- **YOUR INSTRUCTIONS**:
Find the line containing "Map reading. Summarize" in the records below. Copy exactly that line and each one after it, ending at the line containing "Transcribe the names and structure of the map screen above", and nothing more.

————

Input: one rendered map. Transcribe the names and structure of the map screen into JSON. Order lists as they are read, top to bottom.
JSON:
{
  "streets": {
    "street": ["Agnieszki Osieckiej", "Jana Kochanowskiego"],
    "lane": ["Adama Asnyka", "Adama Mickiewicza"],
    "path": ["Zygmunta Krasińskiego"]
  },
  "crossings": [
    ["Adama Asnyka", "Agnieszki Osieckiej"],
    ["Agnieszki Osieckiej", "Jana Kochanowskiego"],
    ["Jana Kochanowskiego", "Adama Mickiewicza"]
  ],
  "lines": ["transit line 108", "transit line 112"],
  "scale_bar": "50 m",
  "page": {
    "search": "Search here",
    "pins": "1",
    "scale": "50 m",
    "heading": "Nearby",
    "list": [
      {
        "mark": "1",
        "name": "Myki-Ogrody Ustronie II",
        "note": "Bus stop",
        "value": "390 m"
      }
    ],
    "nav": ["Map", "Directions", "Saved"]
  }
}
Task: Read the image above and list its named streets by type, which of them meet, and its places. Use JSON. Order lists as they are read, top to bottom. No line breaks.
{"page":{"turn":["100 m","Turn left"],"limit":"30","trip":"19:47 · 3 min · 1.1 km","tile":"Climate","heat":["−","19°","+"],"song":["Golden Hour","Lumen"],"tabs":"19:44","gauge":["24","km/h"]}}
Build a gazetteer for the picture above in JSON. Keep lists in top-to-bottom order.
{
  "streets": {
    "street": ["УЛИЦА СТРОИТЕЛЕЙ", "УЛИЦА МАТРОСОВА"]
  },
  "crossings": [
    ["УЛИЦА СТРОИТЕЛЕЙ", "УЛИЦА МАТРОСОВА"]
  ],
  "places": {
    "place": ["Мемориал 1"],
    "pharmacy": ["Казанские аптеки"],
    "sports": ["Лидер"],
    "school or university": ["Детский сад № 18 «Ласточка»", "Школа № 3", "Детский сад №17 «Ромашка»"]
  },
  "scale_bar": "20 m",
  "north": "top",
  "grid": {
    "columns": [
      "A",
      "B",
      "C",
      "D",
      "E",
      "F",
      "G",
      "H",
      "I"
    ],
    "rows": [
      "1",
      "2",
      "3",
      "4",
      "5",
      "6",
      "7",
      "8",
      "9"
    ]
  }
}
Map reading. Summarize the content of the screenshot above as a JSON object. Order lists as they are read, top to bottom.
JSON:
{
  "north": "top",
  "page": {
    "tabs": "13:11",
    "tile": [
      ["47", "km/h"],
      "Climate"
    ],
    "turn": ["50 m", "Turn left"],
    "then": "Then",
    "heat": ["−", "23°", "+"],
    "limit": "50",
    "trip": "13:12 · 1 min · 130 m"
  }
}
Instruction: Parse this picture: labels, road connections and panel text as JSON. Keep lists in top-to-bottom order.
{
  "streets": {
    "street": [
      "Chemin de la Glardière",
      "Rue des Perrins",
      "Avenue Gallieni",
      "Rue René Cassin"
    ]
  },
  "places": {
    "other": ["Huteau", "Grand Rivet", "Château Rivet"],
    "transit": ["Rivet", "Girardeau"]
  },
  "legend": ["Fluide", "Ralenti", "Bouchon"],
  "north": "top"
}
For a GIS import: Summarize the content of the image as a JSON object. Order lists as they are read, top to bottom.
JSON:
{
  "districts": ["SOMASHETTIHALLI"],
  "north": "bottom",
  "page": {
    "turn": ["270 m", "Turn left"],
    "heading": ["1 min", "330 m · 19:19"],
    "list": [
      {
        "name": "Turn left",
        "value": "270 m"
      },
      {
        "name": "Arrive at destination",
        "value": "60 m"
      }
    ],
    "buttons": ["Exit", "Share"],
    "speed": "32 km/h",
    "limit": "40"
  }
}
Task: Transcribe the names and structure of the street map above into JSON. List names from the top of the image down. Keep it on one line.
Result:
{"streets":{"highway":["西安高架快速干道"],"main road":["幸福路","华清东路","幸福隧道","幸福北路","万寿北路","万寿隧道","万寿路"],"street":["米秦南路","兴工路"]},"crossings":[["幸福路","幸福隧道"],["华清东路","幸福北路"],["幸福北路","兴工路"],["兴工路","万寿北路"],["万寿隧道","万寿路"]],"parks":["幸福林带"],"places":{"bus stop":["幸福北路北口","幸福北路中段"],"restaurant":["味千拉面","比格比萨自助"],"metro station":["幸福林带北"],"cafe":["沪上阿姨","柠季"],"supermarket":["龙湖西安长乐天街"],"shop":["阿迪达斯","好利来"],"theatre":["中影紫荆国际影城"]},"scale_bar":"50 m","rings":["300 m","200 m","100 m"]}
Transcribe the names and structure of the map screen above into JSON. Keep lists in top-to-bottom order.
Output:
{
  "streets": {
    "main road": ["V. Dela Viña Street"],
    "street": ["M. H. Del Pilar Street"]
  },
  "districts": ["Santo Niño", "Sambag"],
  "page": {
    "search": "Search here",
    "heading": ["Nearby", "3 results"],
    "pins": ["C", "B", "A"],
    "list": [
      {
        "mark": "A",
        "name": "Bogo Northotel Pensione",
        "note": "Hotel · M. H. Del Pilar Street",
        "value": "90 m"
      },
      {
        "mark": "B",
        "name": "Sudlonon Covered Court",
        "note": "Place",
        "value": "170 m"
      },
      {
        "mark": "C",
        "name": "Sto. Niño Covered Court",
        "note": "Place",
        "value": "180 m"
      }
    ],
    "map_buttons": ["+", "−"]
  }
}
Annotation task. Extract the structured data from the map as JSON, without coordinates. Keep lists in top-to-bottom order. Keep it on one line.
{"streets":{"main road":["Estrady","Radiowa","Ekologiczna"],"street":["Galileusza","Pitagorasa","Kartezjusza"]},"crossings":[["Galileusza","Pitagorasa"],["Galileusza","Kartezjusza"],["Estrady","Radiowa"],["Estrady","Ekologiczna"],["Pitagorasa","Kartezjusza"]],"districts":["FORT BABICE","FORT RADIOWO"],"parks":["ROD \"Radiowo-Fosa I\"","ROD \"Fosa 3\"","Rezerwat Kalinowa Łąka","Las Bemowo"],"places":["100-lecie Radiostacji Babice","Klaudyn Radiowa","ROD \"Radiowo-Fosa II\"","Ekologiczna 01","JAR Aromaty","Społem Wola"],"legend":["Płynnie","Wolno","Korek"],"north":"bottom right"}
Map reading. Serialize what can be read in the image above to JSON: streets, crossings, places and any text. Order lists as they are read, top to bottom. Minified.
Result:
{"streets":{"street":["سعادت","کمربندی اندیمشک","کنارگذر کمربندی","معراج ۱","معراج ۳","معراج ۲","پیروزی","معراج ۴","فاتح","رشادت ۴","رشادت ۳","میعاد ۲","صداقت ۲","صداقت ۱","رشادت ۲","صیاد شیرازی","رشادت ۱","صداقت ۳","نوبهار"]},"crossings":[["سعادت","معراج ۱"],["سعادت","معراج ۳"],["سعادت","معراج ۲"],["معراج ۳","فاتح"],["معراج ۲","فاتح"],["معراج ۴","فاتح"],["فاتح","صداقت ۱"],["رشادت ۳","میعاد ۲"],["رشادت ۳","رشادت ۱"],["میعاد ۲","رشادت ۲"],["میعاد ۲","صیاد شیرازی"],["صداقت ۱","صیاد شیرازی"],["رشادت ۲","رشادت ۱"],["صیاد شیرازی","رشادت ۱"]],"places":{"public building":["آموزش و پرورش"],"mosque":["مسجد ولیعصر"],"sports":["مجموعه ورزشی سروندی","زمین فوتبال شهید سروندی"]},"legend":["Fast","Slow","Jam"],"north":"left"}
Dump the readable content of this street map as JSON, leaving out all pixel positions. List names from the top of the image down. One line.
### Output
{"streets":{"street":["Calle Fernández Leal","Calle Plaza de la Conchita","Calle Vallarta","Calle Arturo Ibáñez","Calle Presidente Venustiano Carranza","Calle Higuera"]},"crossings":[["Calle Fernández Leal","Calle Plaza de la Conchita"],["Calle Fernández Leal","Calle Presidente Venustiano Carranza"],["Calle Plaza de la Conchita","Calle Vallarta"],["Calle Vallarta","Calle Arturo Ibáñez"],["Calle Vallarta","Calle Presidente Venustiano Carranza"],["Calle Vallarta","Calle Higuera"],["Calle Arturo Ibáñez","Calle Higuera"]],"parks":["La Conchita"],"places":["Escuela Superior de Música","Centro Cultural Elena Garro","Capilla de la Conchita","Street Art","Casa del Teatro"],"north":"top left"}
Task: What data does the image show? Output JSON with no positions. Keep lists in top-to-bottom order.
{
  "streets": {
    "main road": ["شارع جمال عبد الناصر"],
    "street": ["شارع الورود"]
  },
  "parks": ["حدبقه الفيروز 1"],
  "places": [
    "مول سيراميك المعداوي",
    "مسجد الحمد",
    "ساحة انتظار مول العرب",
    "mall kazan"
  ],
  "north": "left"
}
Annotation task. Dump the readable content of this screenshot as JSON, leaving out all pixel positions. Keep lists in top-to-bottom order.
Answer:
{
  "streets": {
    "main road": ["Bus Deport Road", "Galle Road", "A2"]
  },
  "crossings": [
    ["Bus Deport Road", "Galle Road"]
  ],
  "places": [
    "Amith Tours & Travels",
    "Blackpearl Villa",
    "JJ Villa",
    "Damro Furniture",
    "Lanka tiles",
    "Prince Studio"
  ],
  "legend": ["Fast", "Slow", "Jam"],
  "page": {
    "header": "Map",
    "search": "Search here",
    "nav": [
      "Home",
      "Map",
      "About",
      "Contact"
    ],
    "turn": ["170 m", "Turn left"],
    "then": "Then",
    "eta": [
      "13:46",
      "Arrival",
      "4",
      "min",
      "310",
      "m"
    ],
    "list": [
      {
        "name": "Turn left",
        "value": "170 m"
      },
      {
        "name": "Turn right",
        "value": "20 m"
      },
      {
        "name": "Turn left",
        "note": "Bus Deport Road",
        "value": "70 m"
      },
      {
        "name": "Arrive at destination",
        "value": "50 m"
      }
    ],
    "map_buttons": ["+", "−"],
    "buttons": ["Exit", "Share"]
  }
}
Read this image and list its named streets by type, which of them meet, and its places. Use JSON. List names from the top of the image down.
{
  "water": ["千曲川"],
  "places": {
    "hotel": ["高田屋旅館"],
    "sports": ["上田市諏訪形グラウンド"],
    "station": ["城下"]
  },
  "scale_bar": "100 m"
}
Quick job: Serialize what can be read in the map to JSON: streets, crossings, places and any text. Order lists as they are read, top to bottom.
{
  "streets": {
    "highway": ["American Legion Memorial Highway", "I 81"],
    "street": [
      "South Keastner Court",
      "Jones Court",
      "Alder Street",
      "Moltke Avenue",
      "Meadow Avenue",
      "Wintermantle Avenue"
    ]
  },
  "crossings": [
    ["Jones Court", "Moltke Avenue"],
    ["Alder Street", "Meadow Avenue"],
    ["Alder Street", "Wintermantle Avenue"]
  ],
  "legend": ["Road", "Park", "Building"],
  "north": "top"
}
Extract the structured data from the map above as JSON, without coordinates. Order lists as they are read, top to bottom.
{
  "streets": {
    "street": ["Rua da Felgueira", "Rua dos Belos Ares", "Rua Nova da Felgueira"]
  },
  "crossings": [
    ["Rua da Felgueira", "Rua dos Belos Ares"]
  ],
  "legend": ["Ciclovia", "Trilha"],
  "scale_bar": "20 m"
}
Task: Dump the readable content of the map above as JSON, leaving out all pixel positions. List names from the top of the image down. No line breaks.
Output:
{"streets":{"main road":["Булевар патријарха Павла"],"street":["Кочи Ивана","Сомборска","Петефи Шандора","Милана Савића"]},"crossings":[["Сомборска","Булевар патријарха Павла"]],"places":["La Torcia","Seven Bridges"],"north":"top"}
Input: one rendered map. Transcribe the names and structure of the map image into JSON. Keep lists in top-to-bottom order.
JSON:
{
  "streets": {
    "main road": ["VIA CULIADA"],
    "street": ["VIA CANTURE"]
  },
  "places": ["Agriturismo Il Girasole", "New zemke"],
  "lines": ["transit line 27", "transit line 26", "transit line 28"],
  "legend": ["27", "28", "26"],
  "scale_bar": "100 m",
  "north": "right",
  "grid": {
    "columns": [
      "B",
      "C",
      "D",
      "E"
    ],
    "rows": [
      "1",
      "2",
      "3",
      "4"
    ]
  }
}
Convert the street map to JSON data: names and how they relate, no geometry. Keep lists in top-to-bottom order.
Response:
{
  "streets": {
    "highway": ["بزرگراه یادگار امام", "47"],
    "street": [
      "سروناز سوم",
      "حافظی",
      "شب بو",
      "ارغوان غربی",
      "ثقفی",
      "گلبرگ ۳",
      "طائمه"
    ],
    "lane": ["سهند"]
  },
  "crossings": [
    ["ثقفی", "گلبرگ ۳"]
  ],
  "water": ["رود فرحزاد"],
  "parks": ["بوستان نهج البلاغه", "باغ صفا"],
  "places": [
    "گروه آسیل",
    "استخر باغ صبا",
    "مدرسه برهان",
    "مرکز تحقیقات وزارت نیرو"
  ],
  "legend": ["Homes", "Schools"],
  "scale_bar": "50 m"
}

————

- **ANSWER TO THIS EXERCISE**:
Map reading. Summarize the content of the screenshot above as a JSON object. Order lists as they are read, top to bottom.
JSON:
{
  "north": "top",
  "page": {
    "tabs": "13:11",
    "tile": [
      ["47", "km/h"],
      "Climate"
    ],
    "turn": ["50 m", "Turn left"],
    "then": "Then",
    "heat": ["−", "23°", "+"],
    "limit": "50",
    "trip": "13:12 · 1 min · 130 m"
  }
}
Instruction: Parse this picture: labels, road connections and panel text as JSON. Keep lists in top-to-bottom order.
{
  "streets": {
    "street": [
      "Chemin de la Glardière",
      "Rue des Perrins",
      "Avenue Gallieni",
      "Rue René Cassin"
    ]
  },
  "places": {
    "other": ["Huteau", "Grand Rivet", "Château Rivet"],
    "transit": ["Rivet", "Girardeau"]
  },
  "legend": ["Fluide", "Ralenti", "Bouchon"],
  "north": "top"
}
For a GIS import: Summarize the content of the image as a JSON object. Order lists as they are read, top to bottom.
JSON:
{
  "districts": ["SOMASHETTIHALLI"],
  "north": "bottom",
  "page": {
    "turn": ["270 m", "Turn left"],
    "heading": ["1 min", "330 m · 19:19"],
    "list": [
      {
        "name": "Turn left",
        "value": "270 m"
      },
      {
        "name": "Arrive at destination",
        "value": "60 m"
      }
    ],
    "buttons": ["Exit", "Share"],
    "speed": "32 km/h",
    "limit": "40"
  }
}
Task: Transcribe the names and structure of the street map above into JSON. List names from the top of the image down. Keep it on one line.
Result:
{"streets":{"highway":["西安高架快速干道"],"main road":["幸福路","华清东路","幸福隧道","幸福北路","万寿北路","万寿隧道","万寿路"],"street":["米秦南路","兴工路"]},"crossings":[["幸福路","幸福隧道"],["华清东路","幸福北路"],["幸福北路","兴工路"],["兴工路","万寿北路"],["万寿隧道","万寿路"]],"parks":["幸福林带"],"places":{"bus stop":["幸福北路北口","幸福北路中段"],"restaurant":["味千拉面","比格比萨自助"],"metro station":["幸福林带北"],"cafe":["沪上阿姨","柠季"],"supermarket":["龙湖西安长乐天街"],"shop":["阿迪达斯","好利来"],"theatre":["中影紫荆国际影城"]},"scale_bar":"50 m","rings":["300 m","200 m","100 m"]}
Transcribe the names and structure of the map screen above into JSON. Keep lists in top-to-bottom order.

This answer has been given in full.